Freezing Nucleation Apparatus (FNA-Basel), an instrument for immersion freezing assays

Lukas Zimmermann and Franz Conen

Departement of Environmental Sciences, University of Basel, Switzerland

Principle of operation

Transfer of light through water is reduced upon freezing because light gets scattered by inclusions in ice, such as air bubbles and brine pockets (Perovich, 2003). In immersion freezing assays the phase change from liquid to ice can therefore be detected visually when the sample changes from translucent to ‘milky’. Radiative transfer of visible light is increasingly reduced, the longer its wavelength. This is why large pieces of ice sometimes appear blue. Recording the intensity of a red light beam passing through a sample in a translucent vial allows reliable detection of the phase change from liquid to ice.
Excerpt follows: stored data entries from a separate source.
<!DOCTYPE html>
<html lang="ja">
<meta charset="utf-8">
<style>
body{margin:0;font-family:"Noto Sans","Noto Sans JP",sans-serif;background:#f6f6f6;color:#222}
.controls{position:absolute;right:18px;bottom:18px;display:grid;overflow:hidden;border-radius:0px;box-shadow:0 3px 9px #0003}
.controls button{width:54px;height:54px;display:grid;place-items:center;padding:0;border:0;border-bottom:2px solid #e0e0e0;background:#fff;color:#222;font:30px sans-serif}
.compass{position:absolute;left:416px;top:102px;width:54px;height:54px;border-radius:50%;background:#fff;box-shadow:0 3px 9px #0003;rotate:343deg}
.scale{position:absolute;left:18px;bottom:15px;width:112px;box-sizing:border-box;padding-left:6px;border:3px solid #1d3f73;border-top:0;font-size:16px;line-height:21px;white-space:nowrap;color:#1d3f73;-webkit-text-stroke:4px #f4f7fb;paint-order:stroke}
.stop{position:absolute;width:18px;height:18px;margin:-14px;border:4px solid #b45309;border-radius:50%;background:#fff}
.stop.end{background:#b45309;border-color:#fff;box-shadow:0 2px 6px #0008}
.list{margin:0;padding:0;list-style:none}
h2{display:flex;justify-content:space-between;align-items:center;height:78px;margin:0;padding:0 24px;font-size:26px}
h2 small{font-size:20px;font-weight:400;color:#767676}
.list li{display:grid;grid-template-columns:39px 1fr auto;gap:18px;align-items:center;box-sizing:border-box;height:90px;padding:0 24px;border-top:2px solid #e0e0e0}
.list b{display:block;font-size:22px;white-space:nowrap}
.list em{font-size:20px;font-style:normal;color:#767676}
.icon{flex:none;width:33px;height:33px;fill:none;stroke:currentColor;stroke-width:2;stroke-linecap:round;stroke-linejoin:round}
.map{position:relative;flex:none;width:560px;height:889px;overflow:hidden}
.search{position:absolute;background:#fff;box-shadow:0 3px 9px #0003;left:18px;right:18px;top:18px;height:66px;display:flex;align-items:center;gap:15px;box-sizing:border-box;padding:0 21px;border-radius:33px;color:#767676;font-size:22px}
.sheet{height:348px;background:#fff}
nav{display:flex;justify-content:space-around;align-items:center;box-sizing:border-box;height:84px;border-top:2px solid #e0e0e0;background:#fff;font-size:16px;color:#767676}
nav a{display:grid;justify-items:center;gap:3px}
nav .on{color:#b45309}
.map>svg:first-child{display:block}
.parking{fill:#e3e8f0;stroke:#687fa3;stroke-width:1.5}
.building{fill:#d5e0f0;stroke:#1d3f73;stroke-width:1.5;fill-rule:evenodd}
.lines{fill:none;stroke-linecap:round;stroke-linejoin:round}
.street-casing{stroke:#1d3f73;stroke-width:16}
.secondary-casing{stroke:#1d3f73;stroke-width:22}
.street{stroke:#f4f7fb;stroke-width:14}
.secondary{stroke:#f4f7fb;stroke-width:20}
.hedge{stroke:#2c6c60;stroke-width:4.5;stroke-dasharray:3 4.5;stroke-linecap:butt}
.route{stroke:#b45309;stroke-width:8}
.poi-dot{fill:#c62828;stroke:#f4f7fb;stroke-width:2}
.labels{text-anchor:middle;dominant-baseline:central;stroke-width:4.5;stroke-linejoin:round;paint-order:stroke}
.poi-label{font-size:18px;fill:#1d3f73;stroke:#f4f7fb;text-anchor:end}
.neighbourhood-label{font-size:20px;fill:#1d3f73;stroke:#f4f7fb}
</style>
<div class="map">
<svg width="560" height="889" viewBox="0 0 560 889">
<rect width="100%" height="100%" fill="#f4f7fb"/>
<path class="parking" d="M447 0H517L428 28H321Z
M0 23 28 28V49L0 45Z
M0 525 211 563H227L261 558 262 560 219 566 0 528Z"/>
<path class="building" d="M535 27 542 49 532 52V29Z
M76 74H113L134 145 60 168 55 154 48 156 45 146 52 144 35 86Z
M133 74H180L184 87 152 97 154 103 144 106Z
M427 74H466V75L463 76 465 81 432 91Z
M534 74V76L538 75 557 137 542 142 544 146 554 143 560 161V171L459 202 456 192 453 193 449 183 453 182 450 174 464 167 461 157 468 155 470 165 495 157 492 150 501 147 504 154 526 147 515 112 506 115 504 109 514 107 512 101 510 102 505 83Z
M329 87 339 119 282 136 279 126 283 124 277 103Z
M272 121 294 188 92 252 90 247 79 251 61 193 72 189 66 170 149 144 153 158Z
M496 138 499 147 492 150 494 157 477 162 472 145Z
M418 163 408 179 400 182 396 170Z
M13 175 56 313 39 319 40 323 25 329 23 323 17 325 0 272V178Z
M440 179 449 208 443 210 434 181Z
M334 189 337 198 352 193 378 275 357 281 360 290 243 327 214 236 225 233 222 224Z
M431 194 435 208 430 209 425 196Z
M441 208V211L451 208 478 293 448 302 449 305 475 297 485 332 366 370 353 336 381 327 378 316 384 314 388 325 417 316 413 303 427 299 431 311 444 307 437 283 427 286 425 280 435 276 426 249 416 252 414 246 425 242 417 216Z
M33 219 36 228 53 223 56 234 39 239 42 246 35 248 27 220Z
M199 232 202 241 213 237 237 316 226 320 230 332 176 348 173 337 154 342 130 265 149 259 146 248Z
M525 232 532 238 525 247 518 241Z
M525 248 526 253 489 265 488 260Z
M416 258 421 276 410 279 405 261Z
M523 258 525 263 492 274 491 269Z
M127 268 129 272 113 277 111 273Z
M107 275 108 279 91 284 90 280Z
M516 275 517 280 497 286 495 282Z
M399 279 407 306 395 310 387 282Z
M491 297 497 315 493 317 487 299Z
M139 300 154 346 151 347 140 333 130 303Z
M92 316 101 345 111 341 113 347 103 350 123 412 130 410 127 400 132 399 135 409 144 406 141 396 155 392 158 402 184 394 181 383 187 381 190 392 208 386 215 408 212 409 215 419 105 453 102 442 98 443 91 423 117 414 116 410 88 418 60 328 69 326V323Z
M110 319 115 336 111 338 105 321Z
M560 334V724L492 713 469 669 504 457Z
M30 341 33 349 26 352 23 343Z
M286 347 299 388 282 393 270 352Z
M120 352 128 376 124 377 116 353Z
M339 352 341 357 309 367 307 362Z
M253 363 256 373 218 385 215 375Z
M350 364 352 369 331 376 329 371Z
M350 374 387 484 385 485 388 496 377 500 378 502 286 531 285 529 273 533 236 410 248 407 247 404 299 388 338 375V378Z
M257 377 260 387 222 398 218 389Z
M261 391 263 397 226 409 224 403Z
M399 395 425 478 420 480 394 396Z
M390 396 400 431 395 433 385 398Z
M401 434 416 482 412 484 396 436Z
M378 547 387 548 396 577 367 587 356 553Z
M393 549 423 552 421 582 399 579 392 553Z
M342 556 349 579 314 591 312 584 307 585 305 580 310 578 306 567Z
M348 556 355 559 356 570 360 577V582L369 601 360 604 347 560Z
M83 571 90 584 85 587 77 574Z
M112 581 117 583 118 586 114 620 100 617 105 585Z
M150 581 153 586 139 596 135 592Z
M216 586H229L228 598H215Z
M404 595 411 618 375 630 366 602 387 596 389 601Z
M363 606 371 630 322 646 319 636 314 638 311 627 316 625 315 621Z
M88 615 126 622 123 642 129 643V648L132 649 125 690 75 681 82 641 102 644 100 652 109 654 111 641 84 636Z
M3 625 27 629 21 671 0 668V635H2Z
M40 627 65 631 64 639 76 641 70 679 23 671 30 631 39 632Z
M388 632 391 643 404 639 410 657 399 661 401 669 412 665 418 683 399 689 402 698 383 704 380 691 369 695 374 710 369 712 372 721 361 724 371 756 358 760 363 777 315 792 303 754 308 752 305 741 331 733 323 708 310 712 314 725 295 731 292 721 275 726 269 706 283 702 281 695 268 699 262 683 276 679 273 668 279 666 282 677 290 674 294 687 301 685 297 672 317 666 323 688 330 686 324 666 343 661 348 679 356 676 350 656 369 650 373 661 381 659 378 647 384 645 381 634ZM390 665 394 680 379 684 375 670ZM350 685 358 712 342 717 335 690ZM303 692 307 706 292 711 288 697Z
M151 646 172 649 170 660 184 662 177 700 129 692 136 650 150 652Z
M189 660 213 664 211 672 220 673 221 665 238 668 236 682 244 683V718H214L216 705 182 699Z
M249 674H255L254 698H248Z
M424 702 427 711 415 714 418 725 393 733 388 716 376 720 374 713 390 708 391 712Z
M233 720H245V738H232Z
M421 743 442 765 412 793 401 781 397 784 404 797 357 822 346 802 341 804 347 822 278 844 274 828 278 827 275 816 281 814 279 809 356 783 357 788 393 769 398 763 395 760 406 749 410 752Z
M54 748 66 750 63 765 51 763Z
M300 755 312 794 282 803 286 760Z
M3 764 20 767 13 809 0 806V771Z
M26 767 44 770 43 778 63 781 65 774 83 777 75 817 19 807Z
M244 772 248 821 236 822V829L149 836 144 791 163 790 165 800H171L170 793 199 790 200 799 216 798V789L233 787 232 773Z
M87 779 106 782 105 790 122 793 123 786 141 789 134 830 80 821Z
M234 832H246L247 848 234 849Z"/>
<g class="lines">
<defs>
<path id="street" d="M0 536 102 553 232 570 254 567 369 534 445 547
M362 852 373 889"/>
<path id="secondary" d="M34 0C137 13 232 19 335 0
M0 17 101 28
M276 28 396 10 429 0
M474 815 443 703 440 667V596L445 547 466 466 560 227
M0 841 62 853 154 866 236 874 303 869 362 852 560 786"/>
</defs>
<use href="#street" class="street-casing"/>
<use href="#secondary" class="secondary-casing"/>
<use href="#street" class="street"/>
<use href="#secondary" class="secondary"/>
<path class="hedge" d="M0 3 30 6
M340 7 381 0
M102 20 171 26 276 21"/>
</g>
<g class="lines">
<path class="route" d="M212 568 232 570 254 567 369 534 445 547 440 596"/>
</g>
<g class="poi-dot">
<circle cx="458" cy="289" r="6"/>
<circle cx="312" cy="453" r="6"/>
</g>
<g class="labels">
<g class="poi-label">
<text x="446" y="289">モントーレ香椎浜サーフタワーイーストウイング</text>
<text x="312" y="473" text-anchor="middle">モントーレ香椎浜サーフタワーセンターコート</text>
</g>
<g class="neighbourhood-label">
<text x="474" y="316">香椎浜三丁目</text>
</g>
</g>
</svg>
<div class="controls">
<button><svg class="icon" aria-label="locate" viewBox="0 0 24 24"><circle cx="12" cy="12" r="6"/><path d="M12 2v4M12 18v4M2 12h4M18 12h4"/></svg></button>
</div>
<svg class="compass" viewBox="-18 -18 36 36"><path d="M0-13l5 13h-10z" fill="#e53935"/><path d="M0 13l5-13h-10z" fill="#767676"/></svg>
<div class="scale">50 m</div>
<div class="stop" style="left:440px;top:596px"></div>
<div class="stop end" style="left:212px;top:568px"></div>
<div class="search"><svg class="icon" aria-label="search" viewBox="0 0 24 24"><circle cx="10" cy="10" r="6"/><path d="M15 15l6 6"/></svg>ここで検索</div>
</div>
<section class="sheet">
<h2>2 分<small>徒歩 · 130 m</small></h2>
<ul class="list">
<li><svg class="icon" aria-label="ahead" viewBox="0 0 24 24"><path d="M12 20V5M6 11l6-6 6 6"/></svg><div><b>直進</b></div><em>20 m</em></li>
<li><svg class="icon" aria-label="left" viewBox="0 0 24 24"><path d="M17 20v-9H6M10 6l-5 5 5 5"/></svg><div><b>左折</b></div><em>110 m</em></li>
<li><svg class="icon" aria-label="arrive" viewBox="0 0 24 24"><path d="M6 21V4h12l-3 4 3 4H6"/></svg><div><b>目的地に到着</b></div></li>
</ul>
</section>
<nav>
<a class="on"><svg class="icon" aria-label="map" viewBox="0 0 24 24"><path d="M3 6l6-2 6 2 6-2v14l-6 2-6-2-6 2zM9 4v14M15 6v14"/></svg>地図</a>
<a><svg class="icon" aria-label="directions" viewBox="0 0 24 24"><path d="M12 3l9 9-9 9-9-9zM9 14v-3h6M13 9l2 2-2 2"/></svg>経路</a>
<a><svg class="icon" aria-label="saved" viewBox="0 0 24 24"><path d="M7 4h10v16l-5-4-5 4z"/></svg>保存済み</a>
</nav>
Application in an apparatus

Here, we present the example of an apparatus we built around this principle. It consists of an array of 8 x 7 red LEDs submersed in a cold bath and pointing upwards through 0.5 ml Eppendorf tubes containing between 0.1 and 0.4 ml sample liquid. Four tubes have a Pt1000 temperature sensor cast in. A camera in a black hood placed above the sample array looks down onto the lids of the tubes, which are illuminated from below. Images are recorded every five seconds. Light intensity in the area of each tube lid is extracted from each image and written into a file together with the temperature at the time the image was taken.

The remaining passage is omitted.